[+] Atlas, Allan W. “Belasco and Puccini: Old Dog Tray and the Zuni Indians.” The Musical Quarterly 75 (Fall 1991): 362-98.
The aria “Che faranno i vecchi miei,” sung by the minstrel character Jake Wallace in Act I Puccini’s opera La Fanciulla del West, was long thought to have its source in the Stephen Foster tune Old Dog Tray. In fact, the source for the Puccini aria is Carlos Troyer’s arrangement of the Chorus of Virgin Maidens from the Zuni Indian Festive Sun-Dance. The long-standing misconception of this aria’s source arose primarily because the play on which La Fanciulla is based, David Belasco’s The Girl of the Golden West, includes a line that implores Jake Wallace to sing Old Dog Tray; since then, scholars have assumed a direct source-work connection between the songs in the play and the opera. Not only does the tune Belasco included in the play—an ensemble arrangement written by the music director for the play, William Walter Furst—not match Puccini’s aria in either poetic meter or melody, but Belasco’s tune also differs greatly from the music and lyrics of Foster’s song.
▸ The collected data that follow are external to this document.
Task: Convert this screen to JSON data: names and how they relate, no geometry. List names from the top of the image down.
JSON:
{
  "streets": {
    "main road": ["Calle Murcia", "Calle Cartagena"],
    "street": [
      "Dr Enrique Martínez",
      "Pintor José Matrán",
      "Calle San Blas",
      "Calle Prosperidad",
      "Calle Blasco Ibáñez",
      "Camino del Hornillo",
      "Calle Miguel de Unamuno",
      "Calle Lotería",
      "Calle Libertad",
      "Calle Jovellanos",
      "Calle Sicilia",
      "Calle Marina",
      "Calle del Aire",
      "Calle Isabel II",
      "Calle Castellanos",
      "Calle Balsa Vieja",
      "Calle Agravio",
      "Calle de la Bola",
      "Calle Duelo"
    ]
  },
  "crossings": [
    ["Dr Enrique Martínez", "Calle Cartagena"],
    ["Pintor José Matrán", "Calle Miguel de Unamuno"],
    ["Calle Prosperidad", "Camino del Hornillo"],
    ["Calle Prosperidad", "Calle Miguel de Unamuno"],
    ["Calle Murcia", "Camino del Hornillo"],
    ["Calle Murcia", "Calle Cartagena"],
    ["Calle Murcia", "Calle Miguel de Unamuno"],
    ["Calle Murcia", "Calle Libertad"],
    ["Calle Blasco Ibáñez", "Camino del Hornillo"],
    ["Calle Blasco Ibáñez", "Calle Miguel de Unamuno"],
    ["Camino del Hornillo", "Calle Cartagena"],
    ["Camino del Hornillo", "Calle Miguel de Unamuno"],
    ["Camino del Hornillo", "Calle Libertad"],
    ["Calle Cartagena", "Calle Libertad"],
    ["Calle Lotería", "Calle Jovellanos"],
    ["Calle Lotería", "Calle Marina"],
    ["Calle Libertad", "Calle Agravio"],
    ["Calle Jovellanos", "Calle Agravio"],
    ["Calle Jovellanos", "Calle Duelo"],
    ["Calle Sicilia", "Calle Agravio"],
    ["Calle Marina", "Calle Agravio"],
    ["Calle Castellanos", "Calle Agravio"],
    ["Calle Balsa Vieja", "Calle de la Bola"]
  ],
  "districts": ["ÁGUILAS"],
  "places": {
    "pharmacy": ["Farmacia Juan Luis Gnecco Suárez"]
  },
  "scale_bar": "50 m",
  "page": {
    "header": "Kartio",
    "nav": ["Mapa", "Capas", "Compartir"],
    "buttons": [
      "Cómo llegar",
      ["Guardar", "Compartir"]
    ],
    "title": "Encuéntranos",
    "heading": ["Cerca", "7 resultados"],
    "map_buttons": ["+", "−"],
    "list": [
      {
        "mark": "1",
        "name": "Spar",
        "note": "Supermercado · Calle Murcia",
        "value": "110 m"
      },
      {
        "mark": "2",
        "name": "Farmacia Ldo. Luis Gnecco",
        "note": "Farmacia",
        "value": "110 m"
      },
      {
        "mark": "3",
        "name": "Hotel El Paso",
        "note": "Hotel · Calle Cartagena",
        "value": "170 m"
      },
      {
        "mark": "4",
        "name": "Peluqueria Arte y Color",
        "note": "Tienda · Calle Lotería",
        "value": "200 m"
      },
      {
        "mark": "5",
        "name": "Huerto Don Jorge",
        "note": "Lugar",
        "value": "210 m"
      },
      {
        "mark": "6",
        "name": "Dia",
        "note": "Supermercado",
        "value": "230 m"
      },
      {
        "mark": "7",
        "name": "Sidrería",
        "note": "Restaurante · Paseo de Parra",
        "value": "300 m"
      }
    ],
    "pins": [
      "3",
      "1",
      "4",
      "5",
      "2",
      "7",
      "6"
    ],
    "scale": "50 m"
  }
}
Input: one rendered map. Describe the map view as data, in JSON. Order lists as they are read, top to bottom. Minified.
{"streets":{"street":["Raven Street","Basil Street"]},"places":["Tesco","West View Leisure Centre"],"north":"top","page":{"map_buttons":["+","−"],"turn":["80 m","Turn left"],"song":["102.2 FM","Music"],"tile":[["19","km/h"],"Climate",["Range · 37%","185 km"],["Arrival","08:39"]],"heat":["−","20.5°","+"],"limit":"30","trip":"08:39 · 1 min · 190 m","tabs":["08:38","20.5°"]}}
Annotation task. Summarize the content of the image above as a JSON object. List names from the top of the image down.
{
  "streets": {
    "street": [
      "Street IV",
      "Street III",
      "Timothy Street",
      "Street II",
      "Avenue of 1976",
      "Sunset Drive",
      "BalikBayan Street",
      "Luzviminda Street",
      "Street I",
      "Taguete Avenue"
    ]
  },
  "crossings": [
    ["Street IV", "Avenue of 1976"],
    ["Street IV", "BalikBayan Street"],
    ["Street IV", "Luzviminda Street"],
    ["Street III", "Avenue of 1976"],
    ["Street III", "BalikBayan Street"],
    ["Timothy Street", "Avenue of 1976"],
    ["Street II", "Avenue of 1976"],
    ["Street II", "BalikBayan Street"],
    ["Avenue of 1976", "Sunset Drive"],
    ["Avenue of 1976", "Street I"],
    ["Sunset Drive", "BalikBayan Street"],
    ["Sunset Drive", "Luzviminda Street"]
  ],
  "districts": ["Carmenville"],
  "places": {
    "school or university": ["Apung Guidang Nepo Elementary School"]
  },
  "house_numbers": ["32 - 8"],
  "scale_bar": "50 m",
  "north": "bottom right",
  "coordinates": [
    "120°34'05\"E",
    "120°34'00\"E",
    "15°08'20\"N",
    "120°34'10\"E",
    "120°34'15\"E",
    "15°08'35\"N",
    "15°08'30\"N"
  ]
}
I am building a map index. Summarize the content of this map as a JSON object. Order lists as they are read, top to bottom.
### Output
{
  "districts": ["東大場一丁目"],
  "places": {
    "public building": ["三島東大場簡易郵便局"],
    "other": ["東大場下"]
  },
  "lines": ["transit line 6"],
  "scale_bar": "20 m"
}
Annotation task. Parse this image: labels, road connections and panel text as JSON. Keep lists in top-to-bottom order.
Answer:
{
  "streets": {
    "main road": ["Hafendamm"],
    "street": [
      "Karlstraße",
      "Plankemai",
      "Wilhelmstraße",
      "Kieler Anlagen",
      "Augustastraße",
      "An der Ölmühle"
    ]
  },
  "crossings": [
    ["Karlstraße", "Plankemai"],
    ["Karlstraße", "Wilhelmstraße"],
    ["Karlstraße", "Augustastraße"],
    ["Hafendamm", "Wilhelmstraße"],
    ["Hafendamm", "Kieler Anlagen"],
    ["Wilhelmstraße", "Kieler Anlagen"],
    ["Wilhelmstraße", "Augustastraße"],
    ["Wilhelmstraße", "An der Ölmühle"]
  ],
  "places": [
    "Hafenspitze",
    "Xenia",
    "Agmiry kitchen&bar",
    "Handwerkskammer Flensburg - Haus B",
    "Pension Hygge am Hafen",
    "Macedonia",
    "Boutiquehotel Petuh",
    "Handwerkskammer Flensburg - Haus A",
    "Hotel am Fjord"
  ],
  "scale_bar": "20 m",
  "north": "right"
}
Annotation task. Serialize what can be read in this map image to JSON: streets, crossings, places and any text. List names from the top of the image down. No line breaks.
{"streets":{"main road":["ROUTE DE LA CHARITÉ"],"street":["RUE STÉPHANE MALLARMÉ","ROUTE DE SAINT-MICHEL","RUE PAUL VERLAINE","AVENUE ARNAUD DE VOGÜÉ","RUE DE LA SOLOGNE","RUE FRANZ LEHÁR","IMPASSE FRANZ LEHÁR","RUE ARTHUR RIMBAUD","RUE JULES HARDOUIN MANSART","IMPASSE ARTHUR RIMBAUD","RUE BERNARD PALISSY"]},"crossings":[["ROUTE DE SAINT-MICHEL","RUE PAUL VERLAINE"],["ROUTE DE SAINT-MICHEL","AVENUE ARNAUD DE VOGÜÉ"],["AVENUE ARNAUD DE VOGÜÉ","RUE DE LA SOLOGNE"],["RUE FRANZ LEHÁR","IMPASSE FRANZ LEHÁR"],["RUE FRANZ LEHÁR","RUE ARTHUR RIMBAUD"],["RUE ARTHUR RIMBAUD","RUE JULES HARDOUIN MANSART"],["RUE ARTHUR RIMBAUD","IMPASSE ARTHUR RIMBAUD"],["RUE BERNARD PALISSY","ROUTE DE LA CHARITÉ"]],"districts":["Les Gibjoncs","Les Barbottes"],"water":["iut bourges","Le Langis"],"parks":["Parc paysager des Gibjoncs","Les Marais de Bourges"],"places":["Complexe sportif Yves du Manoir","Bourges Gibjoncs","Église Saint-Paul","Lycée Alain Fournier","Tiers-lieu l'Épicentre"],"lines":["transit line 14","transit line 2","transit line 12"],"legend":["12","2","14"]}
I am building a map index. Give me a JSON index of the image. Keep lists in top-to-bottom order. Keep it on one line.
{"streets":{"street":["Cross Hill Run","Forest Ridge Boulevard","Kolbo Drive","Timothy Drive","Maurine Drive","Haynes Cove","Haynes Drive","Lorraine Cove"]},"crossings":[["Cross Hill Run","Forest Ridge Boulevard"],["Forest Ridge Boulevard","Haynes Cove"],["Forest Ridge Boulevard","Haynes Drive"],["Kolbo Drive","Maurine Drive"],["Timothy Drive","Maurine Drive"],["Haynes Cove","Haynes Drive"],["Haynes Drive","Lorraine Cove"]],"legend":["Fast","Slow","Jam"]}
A look at Puccini’s sketches and letters solves this puzzle: the composer received a book containing the Festive Sun-Dance from Sybil Seligman in 1907. With the exception of phrase repetition, the melody of the opening period in “Che faranno” matches the Zuni Indian tune exactly.
Works: Puccini: La Fanciulla del West (362-92); William Walter Furst: Old Dog Tray (370-76).